Another Example of Government's Respect for Contracts
When you or I sign a bad contract, we have to live with it. Did you sign up for a mortgage you can't afford anymore? Sorry, you can find a way to suck it up financially, you can have the bank take your home, or you can declare bankruptcy and try to sort things out. As a farmer, did you pre-sell your crops for what now looks like too low of a price? Sorry, better luck next year. What you and I don't get to do (and with good reason) in these situations is call for a mulligan and arbitrarily rewrite the terms of the contract the way we would like them today.
But the government, apparently, gets to do just that. A while back I wrote about a series of court cases regarding wholesale electricity contracts in California:
Mike Gibberson
links a pair of court decisions that may set back any progress made in
deregulating at least the wholesale electricity markets. In a series
of suits, the State of California is seeking a mulligan, asking the
court to rule that wholesale electricity contracts it entered into in
2000-2001 should be voided because the price was too high and FERC did
not have the authority to allow blanket market-based rather than
cost-based electricity pricing. And the judges seem to agree:The panel held that prices set in those bilateral transactions pursuant
to FERC's market-based program enjoyed no presumption of legality.I
don't think there is anything more depressing to a good
anarcho-capitalist like myself than seeing the government rule that a
price negotiated at arms length by the free will of consenting, and in
this case well-informed adults enjoys "no presumption of legality." If
not, then what does? Is that where we are heading, to a world where no
voluntary actions enjoy a presumption of legality?By the way, one has to remember that this is not a case of an
impoverished high school drop-out in East St. Louis signing a high
interest rate loan he didn't understand.

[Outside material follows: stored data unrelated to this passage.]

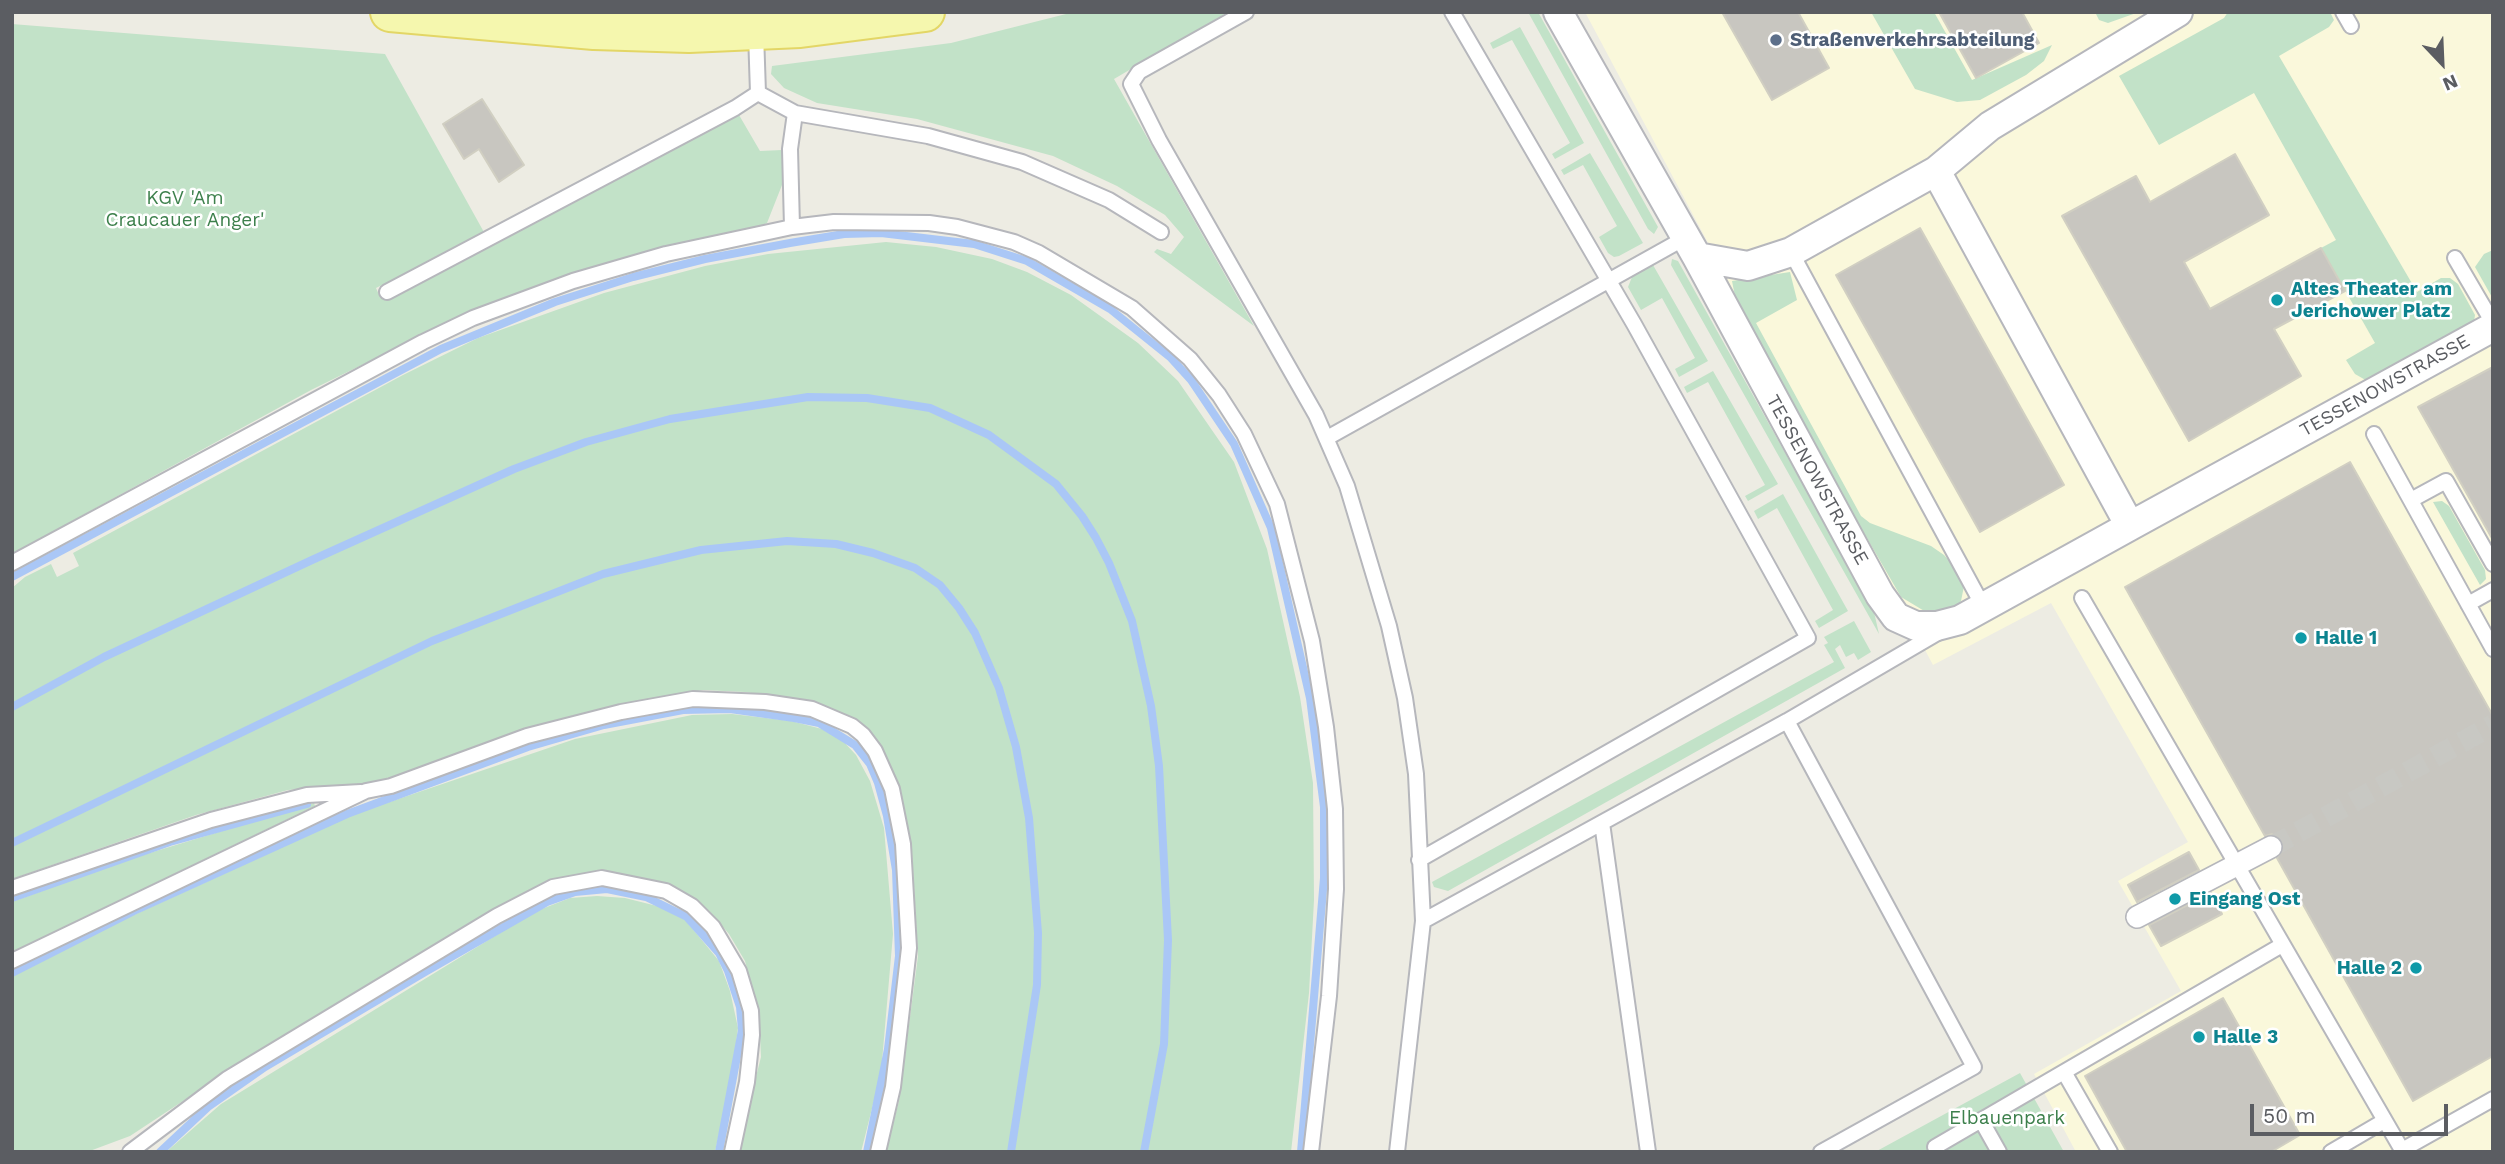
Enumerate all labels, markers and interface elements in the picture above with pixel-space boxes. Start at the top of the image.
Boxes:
north arrow [2407,28,2477,98]
place label: Straßenverkehrsabteilung [1790,29,2034,51]
marker: Straßenverkehrsabteilung [1768,32,1784,48]
text: N [2439,69,2461,96]
park label: KGV 'Am Craucauer Anger' [106,187,264,231]
place label: Altes Theater am Jerichower Platz [2291,278,2452,322]
marker: Altes Theater am Jerichower Platz [2269,292,2285,308]
street label: TESSENOWSTRASSE [2296,330,2474,442]
street label: TESSENOWSTRASSE [1761,391,1873,569]
place label: Halle 1 [2315,627,2377,649]
marker: Halle 1 [2293,630,2309,646]
place label: Eingang Ost [2189,888,2300,910]
marker: Eingang Ost [2167,891,2183,907]
place label: Halle 2 [2337,957,2402,979]
marker: Halle 2 [2408,960,2424,976]
place label: Halle 3 [2213,1026,2278,1048]
marker: Halle 3 [2191,1029,2207,1045]
scale bar [2253,1090,2451,1134]
text: 50 m [2263,1103,2315,1128]
park label: Elbauenpark [1949,1107,2065,1129]

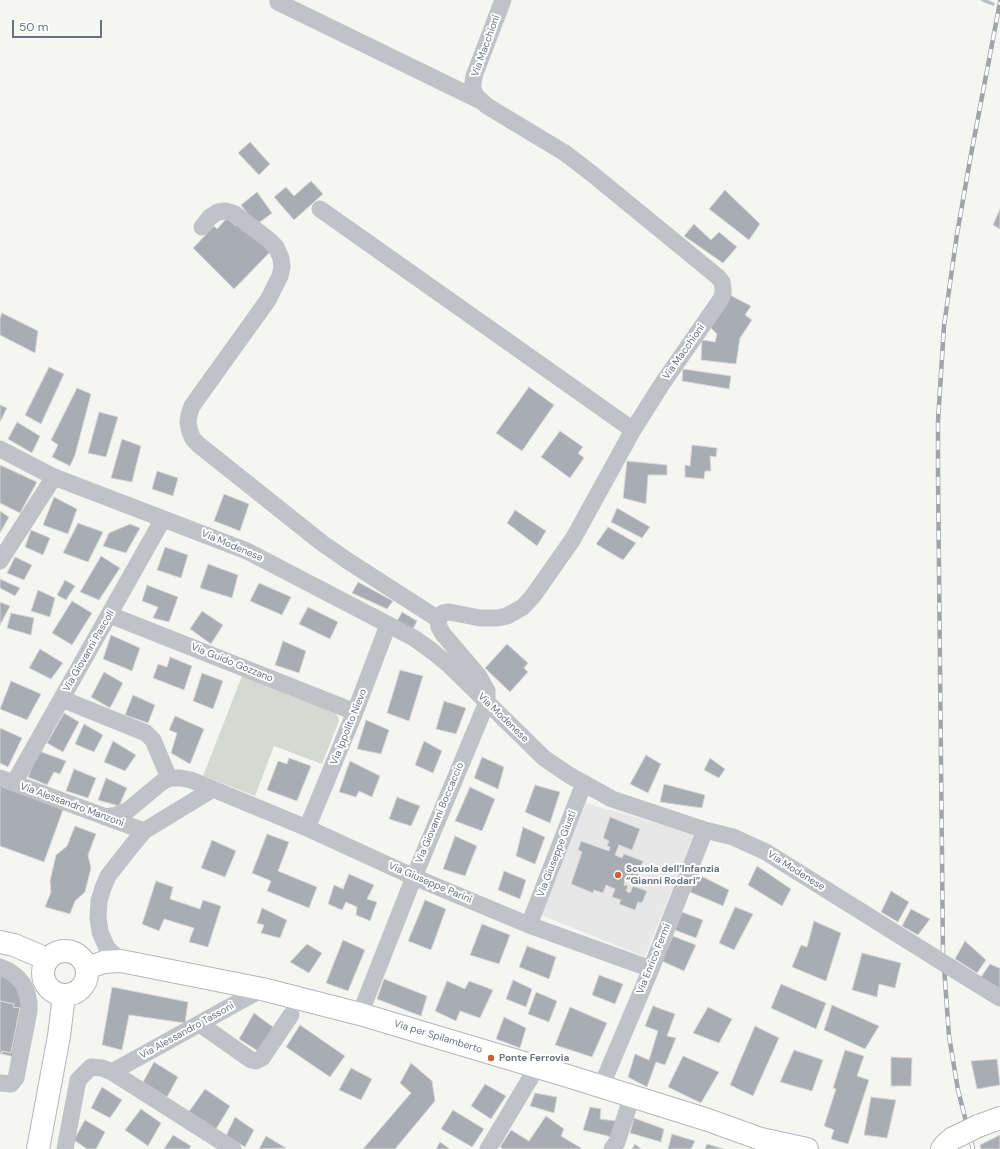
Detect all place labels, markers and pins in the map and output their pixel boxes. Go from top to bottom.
place label: Scuola dell’Infanzia “Gianni Rodari” [626,863,720,886]
marker: Scuola dell’Infanzia “Gianni Rodari” [613,870,623,880]
place label: Ponte Ferrovia [499,1052,569,1064]
marker: Ponte Ferrovia [486,1053,496,1063]

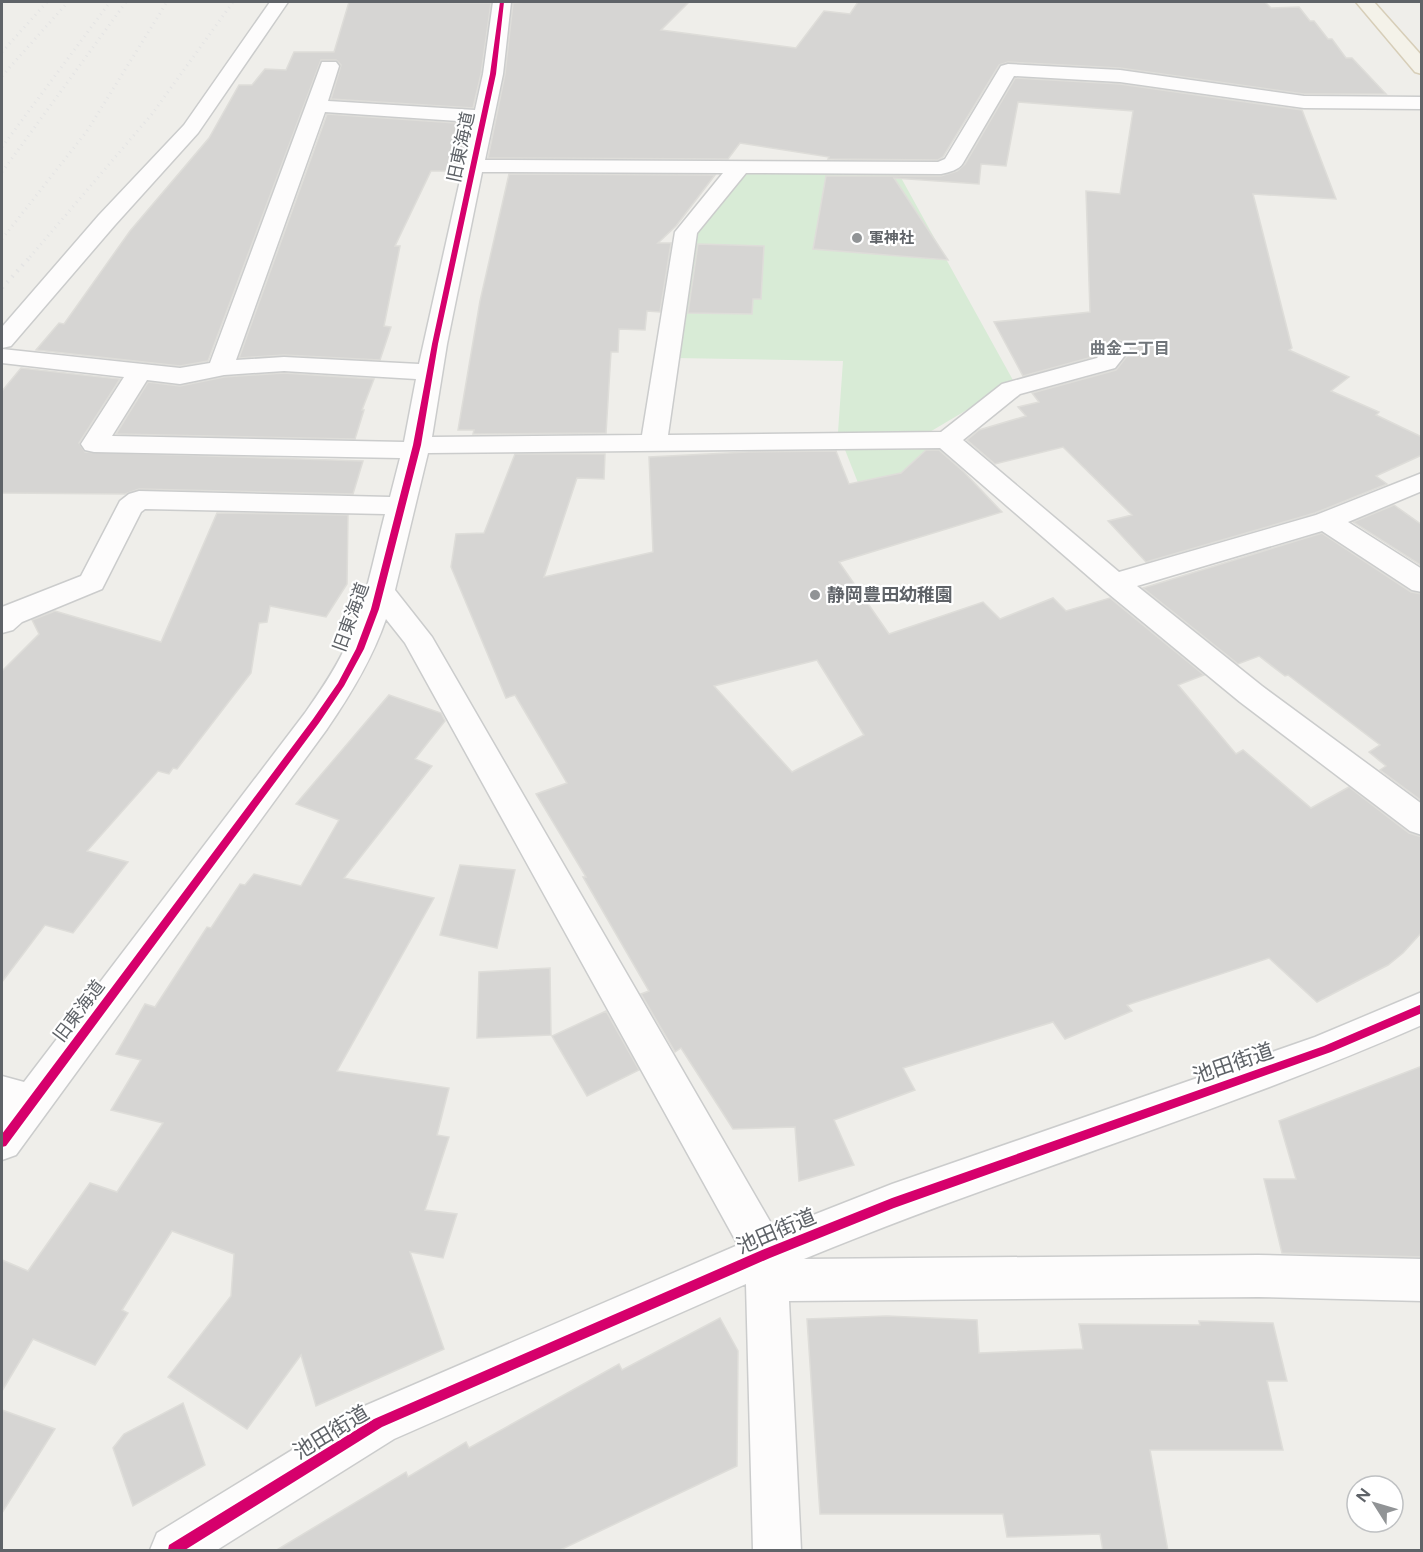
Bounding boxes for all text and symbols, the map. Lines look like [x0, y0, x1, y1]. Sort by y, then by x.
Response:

This is the case of highly
paid electricity executives and government electricity officials
signing electricity contracts. It is as ridiculous to argue that they
were somehow duped in buying the one and only item they ever buy for
resale as to argue that Frito-Lay somehow shouldn't be held responsible
for the price it negotiates for potatoes. These electricity companies
knew they had obligations to supply power at retail at certain rates
and failed to lock up enough supply in advance. Whether Jeff Skilling
gamed the short-term spot market is irrelevant - the utility executives
were at fault for finding themselves beholden to the spot market for so
great a volume of electricity, and doubly at fault for taking this
power at insane rates when other lower cost options were available to
them (such as cutting off customers on interruptible contracts).
Apparently, Congress is doing it again, this time with offshore oil royalty rates. They WSJ($) picks up the story:
The Democrats also insist that the big five oil
companies have received sweetheart deals from the government that have
ripped off taxpayers. So let's take a closer look. The most
controversial issue involves $6 billion in royalty payments that oil
companies are said to owe the government for oil pumped from federal
waters. The facts suggest otherwise.These were leases for drilling rights in the Gulf of
Mexico signed between oil companies and the Clinton Administration's
Interior Department in 1998-99. At that time the world oil price had
fallen to as low as $10 a barrel and the contracts were signed without
a requirement of royalty payments if the price of oil rose above $35 a
barrel.Interior's Inspector General investigated and found
that this standard royalty clause was omitted not because of any
conspiracy by big oil, but rather because of bureaucratic bungling in
the Clinton Administration. The same report found that a year after
these contracts were signed Chevron and other oil companies alerted
Interior to the absence of royalty fees, and that Interior replied that
the contracts should go forward nonetheless.The companies have since invested billions of dollars
in the Gulf on the basis of those lease agreements, and only when the
price of oil surged to $70 a barrel did anyone start expressing outrage
that Big Oil was "cheating" taxpayers out of royalties. Some oil
companies have voluntarily offered to renegotiate these contracts. The
Democrats are now demanding that all these firms do so -- even though
the government signed binding contracts.The Democratic bill strong-arms oil companies into
renegotiating the contracts or pay a $9 per barrel royalty fee from
these leases. If the companies refuse, they lose their rights to bid
for any future leases on federal property. So at the same time that the
U.S. is trying to persuade Venezuela and other nations to honor
property rights, Congress does its own Hugo Chávez imitation.
Note: This is an update of this post, where I got these royalty issues both wrong and right.